Por sua vez, a ordem jurídica se coloca a serviço dos membros de um Estado, no sentido de instrumentalizá-los para o alcance de suas metas dentro da protetiva estrutura racional da ordem jurídica. Primeiro, nasce a sociedade, posteriormente, cria-se o Estado, visando a proteção das liberdades individuais dos membros dessa sociedade.

Assim sendo, o racionalismo do sistema jurídico há de imperar não só quando se pensa a lei, mas também quando se a aplica. Por isso, de um lado há a lei e de outro, já a jurisdição, pois, quando há infringência à lei, ao direito, é necessário um sistema de controle para restabelecer a ordem.

151 Cf. BITTAR, Eduardo Carlos Bianca. Curso de filosofia do direito. São Paulo: Atlas, 2001, p. 276 e ss. 152 BITTAR, op.cit. p. 280-281.

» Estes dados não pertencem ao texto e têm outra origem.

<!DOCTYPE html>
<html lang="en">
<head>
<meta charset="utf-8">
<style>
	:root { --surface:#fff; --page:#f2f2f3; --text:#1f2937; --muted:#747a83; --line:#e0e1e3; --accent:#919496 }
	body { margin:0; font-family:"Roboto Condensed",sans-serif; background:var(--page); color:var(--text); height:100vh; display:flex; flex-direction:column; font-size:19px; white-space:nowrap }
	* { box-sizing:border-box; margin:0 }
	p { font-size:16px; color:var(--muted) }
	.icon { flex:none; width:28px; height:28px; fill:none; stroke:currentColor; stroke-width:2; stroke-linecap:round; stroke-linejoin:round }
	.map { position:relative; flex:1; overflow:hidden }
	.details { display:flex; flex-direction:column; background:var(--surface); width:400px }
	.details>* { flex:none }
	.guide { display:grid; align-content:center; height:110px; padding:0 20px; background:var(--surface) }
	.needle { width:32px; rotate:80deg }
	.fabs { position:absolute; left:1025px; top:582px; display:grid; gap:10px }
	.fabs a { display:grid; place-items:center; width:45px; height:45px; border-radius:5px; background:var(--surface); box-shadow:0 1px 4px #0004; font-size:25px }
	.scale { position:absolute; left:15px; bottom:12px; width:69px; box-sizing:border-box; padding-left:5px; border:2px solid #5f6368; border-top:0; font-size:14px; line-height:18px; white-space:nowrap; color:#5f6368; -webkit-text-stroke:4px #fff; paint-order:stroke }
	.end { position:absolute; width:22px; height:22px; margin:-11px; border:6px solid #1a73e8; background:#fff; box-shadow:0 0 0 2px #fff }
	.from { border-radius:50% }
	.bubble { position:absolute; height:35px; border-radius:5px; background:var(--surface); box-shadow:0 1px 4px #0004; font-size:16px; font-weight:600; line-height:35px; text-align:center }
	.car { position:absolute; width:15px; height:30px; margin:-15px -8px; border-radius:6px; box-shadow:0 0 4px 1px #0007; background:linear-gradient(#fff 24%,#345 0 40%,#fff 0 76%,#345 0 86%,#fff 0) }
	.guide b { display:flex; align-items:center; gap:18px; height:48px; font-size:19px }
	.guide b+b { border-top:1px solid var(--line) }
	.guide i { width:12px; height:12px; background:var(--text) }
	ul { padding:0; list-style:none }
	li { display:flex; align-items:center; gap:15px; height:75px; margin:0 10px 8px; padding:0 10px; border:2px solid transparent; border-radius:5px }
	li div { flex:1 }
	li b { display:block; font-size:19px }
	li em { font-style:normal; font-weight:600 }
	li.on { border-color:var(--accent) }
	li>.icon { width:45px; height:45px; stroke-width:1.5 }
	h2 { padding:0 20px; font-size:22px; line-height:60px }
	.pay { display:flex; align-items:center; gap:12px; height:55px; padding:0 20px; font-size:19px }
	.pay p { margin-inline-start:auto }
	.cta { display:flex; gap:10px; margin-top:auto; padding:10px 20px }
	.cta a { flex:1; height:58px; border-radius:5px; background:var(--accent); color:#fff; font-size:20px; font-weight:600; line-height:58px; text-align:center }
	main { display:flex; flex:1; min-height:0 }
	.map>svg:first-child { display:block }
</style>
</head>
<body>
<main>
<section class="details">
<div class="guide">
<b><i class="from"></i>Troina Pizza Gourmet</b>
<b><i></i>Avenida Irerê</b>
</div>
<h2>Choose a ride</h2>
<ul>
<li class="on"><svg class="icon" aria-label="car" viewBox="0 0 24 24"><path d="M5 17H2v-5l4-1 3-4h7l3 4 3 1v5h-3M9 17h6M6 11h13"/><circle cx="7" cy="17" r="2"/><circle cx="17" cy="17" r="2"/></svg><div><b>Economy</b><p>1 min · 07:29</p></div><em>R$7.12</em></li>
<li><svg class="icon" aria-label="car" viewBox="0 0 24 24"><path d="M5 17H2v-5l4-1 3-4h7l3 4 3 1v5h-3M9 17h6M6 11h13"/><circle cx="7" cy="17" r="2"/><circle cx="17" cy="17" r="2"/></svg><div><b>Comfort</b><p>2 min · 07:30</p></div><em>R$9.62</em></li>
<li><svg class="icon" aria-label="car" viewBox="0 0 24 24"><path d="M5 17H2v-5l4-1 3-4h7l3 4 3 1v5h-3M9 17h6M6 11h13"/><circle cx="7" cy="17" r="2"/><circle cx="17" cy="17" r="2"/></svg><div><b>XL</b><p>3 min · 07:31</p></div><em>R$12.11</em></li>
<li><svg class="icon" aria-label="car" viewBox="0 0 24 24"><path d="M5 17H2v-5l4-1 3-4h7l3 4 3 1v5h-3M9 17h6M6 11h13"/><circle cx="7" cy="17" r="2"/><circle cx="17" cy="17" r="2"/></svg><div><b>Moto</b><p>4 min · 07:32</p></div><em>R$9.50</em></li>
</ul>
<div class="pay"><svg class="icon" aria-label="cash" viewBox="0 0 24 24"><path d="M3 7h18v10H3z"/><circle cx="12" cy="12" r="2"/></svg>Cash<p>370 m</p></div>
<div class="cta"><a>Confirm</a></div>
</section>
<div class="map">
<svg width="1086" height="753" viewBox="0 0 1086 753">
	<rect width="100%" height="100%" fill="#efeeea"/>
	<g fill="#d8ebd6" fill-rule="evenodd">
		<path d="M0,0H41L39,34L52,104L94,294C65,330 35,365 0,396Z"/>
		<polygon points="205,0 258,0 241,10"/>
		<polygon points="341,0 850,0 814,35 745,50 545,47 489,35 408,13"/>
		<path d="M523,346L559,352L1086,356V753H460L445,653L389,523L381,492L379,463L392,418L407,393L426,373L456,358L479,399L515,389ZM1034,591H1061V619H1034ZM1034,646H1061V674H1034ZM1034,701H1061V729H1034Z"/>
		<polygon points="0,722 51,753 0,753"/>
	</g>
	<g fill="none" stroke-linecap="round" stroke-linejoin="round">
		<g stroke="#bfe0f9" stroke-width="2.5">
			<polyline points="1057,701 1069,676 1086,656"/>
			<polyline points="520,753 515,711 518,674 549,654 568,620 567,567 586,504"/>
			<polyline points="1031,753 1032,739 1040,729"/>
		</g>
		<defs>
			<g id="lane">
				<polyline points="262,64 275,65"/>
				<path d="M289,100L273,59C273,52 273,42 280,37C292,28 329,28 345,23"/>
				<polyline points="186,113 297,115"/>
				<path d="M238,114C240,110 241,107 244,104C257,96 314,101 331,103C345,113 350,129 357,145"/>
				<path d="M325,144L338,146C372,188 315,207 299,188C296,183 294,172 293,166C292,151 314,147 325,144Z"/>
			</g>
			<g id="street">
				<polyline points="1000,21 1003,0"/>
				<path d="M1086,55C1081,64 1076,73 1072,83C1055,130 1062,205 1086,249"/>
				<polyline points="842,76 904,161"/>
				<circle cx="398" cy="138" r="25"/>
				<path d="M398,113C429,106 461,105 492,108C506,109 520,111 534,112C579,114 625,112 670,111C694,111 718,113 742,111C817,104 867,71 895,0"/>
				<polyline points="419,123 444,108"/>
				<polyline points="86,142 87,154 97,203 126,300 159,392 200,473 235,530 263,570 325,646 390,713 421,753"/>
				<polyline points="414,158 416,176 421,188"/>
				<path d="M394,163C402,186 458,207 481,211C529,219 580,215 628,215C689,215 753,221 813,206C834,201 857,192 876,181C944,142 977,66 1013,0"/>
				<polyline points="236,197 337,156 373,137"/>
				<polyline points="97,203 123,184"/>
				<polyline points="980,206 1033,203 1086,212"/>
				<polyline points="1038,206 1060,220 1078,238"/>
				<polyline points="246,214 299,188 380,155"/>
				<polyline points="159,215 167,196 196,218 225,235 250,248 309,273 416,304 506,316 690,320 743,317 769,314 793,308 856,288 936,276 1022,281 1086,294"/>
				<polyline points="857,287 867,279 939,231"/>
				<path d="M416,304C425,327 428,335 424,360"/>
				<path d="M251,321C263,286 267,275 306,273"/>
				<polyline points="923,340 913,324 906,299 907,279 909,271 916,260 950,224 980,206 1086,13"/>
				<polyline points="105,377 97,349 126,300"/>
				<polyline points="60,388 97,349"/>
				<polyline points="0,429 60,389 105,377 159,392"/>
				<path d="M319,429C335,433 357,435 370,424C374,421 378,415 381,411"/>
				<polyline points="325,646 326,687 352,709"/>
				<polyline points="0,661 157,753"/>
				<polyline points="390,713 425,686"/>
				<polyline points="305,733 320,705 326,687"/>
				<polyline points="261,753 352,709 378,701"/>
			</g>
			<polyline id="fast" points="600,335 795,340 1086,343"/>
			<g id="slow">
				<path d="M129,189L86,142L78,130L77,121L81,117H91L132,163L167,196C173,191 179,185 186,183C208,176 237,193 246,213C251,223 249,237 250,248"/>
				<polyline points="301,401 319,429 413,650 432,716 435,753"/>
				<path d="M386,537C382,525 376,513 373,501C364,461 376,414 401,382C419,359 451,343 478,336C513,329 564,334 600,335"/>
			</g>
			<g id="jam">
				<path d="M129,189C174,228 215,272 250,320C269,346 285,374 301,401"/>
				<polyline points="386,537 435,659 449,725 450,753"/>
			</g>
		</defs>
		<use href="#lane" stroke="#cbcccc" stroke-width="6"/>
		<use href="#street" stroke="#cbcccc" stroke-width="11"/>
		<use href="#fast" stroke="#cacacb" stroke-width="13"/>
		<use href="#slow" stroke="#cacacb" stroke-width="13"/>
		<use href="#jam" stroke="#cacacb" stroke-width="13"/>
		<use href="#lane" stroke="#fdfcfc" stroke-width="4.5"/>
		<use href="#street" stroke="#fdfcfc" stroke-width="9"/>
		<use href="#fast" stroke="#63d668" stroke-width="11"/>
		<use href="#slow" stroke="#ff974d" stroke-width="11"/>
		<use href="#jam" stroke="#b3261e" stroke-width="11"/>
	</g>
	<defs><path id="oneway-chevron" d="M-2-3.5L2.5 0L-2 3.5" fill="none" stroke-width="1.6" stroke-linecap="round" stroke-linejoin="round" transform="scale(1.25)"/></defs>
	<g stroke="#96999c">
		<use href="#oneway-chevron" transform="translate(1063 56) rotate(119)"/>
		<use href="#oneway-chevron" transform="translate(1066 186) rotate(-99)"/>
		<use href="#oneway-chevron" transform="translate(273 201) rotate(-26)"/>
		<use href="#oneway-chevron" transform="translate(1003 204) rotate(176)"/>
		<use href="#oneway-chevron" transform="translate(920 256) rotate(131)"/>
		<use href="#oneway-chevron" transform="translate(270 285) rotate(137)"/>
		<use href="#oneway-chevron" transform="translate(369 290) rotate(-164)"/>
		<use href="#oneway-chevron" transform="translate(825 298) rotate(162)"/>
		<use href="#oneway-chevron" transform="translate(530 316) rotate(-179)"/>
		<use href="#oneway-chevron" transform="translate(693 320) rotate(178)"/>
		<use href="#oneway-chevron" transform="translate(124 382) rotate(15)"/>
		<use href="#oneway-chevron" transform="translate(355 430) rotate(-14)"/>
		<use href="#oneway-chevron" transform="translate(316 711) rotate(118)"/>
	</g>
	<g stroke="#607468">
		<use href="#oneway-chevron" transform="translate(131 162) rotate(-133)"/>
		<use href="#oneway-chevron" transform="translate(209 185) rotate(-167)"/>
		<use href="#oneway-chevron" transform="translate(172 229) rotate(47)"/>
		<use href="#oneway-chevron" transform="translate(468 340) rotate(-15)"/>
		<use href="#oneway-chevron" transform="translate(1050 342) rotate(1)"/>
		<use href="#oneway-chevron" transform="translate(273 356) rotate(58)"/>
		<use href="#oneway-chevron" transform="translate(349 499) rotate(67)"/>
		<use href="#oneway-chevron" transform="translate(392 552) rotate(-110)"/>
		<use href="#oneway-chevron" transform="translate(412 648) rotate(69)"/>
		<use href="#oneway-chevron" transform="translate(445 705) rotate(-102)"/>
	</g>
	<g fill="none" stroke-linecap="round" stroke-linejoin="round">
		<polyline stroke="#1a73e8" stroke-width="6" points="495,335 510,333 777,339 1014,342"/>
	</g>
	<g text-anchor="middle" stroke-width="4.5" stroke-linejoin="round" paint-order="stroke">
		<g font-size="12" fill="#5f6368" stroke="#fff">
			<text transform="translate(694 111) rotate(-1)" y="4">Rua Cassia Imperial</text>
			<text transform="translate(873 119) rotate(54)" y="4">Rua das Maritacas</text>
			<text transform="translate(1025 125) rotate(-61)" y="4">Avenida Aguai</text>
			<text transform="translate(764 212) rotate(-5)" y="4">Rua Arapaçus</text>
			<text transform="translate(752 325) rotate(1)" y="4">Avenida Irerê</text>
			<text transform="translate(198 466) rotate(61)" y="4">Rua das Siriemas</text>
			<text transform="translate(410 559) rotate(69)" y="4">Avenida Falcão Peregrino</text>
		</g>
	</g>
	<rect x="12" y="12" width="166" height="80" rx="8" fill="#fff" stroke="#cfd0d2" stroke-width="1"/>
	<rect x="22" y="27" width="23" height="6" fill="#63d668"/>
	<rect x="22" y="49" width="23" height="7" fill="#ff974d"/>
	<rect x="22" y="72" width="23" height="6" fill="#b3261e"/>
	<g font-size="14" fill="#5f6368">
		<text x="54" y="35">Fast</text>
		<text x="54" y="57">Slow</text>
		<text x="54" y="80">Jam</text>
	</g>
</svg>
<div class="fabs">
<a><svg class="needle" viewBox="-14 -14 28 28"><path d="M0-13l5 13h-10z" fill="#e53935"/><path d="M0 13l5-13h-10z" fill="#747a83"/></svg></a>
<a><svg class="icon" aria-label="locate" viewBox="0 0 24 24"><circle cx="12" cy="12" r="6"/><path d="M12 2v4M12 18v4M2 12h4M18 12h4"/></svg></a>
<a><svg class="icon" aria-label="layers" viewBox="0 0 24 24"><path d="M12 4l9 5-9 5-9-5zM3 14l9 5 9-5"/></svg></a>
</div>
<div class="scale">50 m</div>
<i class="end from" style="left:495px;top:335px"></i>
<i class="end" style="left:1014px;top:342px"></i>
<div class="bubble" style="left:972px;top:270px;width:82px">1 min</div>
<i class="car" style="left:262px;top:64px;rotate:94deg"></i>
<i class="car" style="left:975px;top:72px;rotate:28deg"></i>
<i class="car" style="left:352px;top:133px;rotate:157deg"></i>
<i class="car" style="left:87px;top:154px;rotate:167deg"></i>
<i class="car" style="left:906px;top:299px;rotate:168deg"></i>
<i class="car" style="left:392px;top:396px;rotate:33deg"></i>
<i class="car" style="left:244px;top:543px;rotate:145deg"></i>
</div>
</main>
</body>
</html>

153 “A essência do Direito (máxima liberdade) faz-se acontecimento de direito (liberdade concreta),

manifestando-se neste ou naquele conjunto de leis, deste ou daquele Estado, desta ou daquela cultura. Assim surgem as leis, os códigos, o direito positivo, concretizações que são da noção abstrata de Direito.” in BITTAR, op.cit., p. 283.

Daí a necessidade de o sistema jurídico funcionar na base de proibições e negações jurídicas, que, em verdade, são restrições da liberdade abstratamente concebida. O convívio importa em concessões recíprocas, para que o todo possa existir, e é por isso que o Estado prevalece sobre os interesses do indivíduo.